● Task to complete
Copy each line below in which the string "heading" appears.

● Raw data
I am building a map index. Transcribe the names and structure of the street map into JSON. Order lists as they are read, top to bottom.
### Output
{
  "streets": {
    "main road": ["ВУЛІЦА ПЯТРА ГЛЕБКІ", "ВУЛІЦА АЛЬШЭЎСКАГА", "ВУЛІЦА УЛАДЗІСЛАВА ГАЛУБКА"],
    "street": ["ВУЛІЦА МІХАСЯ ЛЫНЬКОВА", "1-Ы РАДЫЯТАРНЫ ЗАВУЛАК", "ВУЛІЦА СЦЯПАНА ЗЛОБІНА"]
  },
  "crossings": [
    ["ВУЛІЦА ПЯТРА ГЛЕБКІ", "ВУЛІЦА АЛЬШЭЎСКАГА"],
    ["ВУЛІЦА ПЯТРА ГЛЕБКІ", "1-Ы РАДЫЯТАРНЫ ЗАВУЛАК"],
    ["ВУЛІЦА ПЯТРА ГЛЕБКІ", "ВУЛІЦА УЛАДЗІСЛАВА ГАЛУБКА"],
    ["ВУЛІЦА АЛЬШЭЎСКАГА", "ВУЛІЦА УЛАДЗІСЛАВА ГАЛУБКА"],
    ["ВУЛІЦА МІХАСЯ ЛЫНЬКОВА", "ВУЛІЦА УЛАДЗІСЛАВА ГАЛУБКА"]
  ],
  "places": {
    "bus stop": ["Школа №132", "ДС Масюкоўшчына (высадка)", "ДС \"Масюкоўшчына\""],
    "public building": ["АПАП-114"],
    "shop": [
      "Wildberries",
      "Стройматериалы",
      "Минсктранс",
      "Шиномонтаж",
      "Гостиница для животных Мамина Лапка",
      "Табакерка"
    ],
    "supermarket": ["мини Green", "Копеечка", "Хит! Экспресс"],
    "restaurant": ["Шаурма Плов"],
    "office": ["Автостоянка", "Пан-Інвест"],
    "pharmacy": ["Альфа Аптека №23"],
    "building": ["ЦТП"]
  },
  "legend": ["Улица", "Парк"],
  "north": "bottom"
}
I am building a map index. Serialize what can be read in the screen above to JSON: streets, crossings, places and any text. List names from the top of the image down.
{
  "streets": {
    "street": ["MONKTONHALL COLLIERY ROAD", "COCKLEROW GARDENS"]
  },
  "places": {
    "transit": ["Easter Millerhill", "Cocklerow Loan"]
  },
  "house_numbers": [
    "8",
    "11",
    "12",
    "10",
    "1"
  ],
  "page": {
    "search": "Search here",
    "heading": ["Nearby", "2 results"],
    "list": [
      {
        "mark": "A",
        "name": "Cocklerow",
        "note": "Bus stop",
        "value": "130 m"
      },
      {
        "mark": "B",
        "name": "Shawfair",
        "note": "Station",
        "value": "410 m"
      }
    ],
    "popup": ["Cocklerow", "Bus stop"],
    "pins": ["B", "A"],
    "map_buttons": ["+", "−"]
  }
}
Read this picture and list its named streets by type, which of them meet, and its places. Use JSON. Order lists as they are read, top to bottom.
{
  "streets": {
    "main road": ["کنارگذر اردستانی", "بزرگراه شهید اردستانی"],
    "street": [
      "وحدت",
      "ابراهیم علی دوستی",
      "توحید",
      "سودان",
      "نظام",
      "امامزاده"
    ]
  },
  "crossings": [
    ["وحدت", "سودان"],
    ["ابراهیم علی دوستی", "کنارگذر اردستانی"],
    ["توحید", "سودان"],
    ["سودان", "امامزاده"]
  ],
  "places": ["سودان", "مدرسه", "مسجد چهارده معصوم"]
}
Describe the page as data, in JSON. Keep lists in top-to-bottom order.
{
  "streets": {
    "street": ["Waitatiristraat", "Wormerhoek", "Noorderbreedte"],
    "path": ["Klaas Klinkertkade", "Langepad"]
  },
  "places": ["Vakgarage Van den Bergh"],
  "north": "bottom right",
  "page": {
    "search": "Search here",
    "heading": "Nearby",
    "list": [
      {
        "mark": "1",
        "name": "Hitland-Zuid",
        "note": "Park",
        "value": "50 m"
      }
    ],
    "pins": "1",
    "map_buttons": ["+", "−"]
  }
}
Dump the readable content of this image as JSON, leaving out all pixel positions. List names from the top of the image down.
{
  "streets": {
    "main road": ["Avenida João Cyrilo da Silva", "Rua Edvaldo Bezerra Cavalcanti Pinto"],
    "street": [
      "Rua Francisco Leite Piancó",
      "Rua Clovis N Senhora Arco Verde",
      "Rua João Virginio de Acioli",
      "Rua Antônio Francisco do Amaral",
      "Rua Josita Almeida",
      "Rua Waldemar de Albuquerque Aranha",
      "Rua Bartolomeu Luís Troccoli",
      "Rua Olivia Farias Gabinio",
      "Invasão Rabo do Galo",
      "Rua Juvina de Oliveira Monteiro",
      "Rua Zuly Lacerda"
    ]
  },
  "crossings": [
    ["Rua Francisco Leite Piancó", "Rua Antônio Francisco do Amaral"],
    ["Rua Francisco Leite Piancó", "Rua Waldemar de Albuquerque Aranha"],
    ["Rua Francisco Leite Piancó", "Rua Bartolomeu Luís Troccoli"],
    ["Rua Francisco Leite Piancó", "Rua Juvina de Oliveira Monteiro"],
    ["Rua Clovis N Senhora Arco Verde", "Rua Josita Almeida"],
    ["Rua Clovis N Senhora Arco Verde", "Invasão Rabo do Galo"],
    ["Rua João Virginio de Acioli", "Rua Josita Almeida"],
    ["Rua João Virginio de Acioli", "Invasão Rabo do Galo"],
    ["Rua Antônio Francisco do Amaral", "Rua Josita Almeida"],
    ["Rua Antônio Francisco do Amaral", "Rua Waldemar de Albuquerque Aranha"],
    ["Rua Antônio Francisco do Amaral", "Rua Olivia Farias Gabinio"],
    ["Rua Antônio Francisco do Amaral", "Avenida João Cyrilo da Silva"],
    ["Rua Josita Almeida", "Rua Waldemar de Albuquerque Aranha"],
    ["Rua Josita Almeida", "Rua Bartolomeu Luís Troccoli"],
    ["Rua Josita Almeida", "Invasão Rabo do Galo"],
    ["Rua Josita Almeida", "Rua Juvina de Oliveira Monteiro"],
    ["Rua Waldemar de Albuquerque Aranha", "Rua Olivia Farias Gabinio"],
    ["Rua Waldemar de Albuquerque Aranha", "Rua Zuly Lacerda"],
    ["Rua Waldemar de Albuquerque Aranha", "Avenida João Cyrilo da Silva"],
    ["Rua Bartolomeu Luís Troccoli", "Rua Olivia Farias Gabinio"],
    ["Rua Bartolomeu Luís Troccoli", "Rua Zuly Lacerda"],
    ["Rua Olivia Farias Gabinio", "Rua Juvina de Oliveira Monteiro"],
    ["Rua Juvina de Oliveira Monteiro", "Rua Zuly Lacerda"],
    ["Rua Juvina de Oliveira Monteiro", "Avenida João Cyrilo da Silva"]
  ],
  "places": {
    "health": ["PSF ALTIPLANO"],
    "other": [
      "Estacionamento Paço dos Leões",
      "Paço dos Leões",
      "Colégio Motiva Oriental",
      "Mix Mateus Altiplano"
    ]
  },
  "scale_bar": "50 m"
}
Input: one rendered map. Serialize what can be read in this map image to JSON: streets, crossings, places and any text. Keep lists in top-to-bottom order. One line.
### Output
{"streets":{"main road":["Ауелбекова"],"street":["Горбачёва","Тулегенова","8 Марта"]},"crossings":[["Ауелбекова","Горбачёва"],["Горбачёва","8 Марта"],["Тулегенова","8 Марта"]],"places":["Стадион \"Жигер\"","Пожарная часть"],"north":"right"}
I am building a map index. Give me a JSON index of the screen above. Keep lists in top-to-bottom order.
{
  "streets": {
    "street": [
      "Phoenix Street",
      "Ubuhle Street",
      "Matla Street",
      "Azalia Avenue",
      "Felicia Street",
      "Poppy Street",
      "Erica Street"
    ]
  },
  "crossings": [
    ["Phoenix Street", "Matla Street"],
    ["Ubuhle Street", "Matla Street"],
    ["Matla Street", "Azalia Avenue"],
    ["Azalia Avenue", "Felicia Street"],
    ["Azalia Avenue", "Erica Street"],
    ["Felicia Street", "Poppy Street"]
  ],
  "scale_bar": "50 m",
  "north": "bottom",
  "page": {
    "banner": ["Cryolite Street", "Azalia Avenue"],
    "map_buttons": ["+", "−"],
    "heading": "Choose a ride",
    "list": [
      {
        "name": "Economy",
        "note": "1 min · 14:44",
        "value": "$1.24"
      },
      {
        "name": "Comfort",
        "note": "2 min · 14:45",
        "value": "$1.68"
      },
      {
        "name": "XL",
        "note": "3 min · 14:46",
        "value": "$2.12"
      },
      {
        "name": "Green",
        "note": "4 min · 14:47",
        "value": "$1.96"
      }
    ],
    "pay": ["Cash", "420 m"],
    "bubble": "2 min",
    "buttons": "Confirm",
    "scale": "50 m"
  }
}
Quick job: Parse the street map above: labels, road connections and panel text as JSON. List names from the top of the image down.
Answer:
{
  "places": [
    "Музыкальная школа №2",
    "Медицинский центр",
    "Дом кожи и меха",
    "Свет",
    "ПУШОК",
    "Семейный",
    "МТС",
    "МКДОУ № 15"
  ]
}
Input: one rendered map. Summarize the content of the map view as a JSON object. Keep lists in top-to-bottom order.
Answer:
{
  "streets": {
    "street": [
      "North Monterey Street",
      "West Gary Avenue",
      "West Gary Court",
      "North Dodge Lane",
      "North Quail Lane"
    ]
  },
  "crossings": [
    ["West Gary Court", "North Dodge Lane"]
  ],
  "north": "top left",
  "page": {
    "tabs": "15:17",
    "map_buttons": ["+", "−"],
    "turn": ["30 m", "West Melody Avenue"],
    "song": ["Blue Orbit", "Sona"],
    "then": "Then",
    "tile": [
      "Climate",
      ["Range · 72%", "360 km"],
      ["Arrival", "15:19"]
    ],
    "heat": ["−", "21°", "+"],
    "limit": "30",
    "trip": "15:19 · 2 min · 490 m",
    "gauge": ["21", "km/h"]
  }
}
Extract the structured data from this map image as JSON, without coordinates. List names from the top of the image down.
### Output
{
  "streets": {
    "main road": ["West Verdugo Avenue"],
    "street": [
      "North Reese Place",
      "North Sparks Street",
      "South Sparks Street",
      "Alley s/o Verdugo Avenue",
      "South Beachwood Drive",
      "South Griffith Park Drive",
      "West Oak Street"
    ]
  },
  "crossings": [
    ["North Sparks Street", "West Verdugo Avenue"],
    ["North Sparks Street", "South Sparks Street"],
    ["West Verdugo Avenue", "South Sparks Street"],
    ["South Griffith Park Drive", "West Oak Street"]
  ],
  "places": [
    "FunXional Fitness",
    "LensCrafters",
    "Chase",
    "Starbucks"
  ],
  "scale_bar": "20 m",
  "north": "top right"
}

● Response for this exercise
    "heading": ["Nearby", "2 results"],
    "heading": "Nearby",
    "heading": "Choose a ride",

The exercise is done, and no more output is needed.